=== Task details ===
Copy out each entry below verbatim, skipping the images.

=== Listed records ===
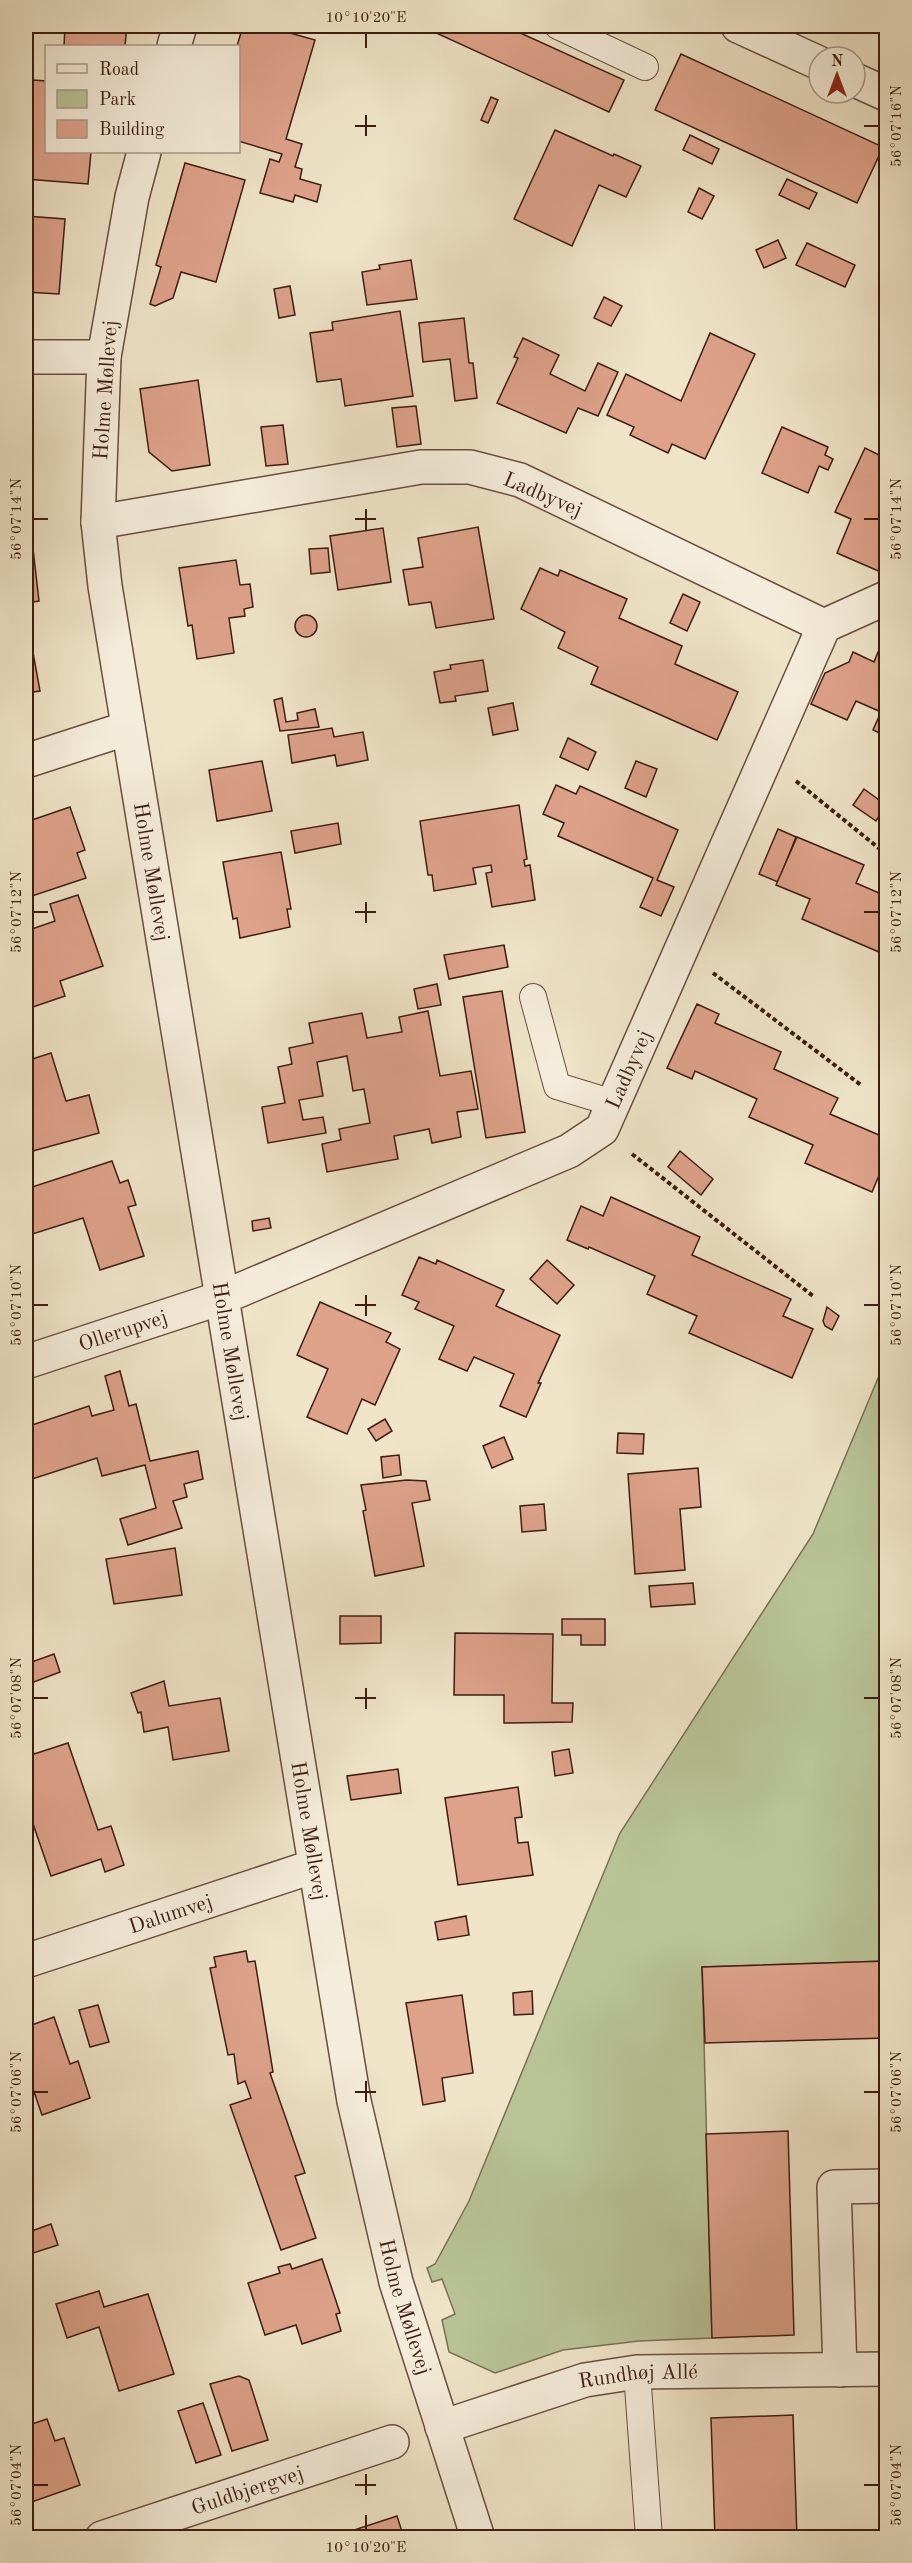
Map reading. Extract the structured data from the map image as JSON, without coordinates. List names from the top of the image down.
{
  "streets": {
    "street": [
      "Holme Møllevej",
      "Ladbyvej",
      "Ollerupvej",
      "Dalumvej",
      "Rundhøj Allé",
      "Guldbjergvej"
    ]
  },
  "crossings": [
    ["Holme Møllevej", "Ladbyvej"],
    ["Holme Møllevej", "Ollerupvej"],
    ["Holme Møllevej", "Dalumvej"],
    ["Holme Møllevej", "Rundhøj Allé"],
    ["Ladbyvej", "Ollerupvej"]
  ],
  "legend": ["Road", "Park", "Building"],
  "north": "top",
  "coordinates": [
    "10°10'20\"E",
    "56°07'16\"N",
    "56°07'14\"N",
    "56°07'12\"N",
    "56°07'10\"N",
    "56°07'08\"N",
    "56°07'06\"N",
    "56°07'04\"N"
  ]
}
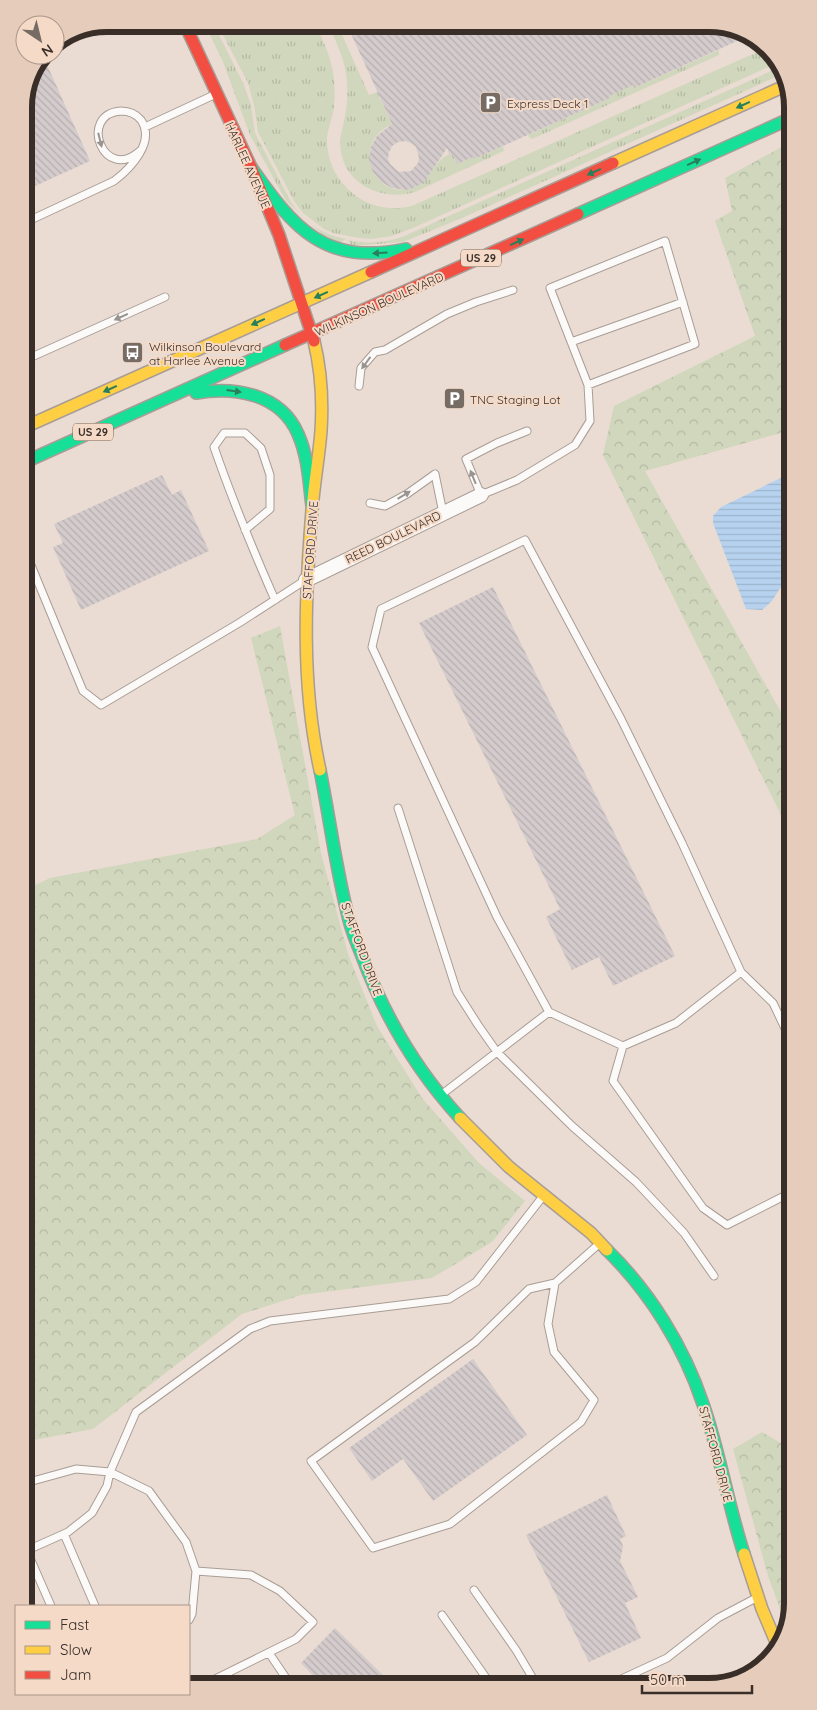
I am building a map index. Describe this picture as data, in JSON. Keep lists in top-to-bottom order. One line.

=== Completed task ===
Map reading. Extract the structured data from the map image as JSON, without coordinates. List names from the top of the image down.
{
  "streets": {
    "street": [
      "Holme Møllevej",
      "Ladbyvej",
      "Ollerupvej",
      "Dalumvej",
      "Rundhøj Allé",
      "Guldbjergvej"
    ]
  },
  "crossings": [
    ["Holme Møllevej", "Ladbyvej"],
    ["Holme Møllevej", "Ollerupvej"],
    ["Holme Møllevej", "Dalumvej"],
    ["Holme Møllevej", "Rundhøj Allé"],
    ["Ladbyvej", "Ollerupvej"]
  ],
  "legend": ["Road", "Park", "Building"],
  "north": "top",
  "coordinates": [
    "10°10'20\"E",
    "56°07'16\"N",
    "56°07'14\"N",
    "56°07'12\"N",
    "56°07'10\"N",
    "56°07'08\"N",
    "56°07'06\"N",
    "56°07'04\"N"
  ]
}
I am building a map index. Describe this picture as data, in JSON. Keep lists in top-to-bottom order. One line.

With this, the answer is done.